• _THE TASK_: Report the lines of the data below that contain the string "buttons".

• _INFORMATION_:
---*---

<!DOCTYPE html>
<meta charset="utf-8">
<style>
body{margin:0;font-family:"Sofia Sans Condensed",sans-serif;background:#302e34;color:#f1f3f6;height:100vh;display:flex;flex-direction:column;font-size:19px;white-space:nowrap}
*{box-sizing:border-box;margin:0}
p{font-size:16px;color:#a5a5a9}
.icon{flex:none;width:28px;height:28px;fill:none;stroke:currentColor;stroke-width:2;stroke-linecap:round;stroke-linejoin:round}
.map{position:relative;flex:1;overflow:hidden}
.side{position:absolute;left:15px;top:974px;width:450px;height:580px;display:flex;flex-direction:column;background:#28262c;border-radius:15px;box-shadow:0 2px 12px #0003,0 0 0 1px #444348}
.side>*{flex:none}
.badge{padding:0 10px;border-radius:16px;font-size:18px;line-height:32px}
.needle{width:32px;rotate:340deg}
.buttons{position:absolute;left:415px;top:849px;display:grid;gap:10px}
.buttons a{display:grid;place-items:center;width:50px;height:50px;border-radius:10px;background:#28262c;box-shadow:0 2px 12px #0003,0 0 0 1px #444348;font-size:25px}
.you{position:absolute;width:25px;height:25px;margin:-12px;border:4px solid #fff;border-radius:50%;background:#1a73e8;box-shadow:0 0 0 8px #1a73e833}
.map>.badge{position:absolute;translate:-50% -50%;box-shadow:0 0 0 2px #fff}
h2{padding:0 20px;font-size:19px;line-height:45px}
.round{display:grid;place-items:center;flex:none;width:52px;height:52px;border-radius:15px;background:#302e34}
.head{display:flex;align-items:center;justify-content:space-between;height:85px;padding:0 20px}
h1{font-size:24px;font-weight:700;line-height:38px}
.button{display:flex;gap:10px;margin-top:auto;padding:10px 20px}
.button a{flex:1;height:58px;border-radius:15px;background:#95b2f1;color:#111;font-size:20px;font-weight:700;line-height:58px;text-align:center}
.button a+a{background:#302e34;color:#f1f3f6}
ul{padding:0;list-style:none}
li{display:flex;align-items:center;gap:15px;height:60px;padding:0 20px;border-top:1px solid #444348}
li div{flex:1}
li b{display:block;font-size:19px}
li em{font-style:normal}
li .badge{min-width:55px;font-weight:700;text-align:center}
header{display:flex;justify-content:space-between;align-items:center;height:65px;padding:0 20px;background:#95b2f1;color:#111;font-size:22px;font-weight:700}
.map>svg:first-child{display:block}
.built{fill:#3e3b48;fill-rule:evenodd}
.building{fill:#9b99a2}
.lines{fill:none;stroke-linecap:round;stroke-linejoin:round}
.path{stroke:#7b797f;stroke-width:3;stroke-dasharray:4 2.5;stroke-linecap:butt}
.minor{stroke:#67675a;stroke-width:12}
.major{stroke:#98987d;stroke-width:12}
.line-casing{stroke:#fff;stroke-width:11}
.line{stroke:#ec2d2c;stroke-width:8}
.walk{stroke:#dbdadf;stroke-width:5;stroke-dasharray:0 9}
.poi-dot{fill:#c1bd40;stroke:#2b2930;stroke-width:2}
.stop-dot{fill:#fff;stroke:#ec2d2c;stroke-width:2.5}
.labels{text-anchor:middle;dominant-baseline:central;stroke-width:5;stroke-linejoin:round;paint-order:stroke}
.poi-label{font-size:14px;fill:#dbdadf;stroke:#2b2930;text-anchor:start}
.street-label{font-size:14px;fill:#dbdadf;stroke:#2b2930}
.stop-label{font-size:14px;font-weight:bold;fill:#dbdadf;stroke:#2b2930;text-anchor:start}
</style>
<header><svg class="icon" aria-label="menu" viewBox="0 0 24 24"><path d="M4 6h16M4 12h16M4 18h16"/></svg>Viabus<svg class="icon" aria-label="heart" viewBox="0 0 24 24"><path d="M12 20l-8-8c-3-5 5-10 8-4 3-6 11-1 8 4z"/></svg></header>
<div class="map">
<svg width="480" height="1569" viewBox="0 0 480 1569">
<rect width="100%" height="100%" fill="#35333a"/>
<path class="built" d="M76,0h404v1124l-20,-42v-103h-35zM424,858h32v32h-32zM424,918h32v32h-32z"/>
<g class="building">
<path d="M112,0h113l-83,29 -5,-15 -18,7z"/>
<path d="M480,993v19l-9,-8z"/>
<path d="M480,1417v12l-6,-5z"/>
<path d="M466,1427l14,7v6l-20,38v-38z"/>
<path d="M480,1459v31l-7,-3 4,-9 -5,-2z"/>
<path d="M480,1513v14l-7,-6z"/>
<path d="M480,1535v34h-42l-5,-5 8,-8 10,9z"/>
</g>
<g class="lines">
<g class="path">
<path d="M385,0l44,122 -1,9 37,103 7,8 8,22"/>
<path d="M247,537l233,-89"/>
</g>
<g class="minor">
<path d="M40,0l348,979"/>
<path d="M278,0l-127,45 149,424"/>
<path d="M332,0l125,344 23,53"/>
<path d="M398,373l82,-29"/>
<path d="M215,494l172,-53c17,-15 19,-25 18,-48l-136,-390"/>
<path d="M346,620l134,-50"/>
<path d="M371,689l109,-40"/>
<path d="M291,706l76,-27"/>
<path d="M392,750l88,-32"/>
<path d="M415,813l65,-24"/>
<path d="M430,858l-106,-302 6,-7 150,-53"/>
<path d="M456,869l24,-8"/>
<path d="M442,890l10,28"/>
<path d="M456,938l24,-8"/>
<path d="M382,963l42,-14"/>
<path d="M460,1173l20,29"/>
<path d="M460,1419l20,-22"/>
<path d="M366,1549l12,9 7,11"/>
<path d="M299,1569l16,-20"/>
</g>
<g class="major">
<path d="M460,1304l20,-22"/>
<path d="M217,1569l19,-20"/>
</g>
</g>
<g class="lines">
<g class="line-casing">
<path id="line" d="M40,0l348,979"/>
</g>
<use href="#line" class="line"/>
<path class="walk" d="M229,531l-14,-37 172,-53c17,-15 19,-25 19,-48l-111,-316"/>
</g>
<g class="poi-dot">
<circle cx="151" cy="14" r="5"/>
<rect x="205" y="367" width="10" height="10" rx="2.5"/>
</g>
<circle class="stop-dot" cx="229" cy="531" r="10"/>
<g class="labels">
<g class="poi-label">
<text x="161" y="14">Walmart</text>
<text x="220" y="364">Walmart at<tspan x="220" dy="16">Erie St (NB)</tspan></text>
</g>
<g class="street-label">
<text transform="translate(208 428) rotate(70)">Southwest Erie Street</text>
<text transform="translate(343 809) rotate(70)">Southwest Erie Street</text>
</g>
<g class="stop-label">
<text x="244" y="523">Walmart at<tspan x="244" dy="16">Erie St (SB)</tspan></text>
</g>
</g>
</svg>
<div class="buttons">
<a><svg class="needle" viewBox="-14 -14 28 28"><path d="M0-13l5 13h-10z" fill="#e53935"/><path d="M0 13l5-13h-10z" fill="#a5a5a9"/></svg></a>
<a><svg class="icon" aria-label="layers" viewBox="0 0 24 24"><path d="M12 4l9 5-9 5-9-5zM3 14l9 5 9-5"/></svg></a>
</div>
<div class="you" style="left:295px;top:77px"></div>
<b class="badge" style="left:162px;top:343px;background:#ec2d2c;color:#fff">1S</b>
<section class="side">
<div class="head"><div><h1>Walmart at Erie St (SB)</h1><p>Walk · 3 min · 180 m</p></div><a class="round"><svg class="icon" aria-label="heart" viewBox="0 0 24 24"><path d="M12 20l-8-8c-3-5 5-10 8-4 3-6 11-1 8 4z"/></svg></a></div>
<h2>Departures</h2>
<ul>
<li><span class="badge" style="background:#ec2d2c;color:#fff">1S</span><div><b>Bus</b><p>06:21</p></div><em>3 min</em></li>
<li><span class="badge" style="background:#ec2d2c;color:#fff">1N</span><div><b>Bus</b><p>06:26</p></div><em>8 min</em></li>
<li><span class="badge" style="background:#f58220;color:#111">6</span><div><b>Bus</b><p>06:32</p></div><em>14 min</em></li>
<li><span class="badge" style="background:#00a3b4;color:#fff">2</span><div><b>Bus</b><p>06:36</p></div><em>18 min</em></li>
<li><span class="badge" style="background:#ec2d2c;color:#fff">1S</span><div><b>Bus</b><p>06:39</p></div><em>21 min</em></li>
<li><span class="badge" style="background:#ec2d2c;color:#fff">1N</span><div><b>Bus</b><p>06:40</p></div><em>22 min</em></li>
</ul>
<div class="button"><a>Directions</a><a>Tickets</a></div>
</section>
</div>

---*---

• _SOLUTION_:
.buttons{position:absolute;left:415px;top:849px;display:grid;gap:10px}
.buttons a{display:grid;place-items:center;width:50px;height:50px;border-radius:10px;background:#28262c;box-shadow:0 2px 12px #0003,0 0 0 1px #444348;font-size:25px}
<div class="buttons">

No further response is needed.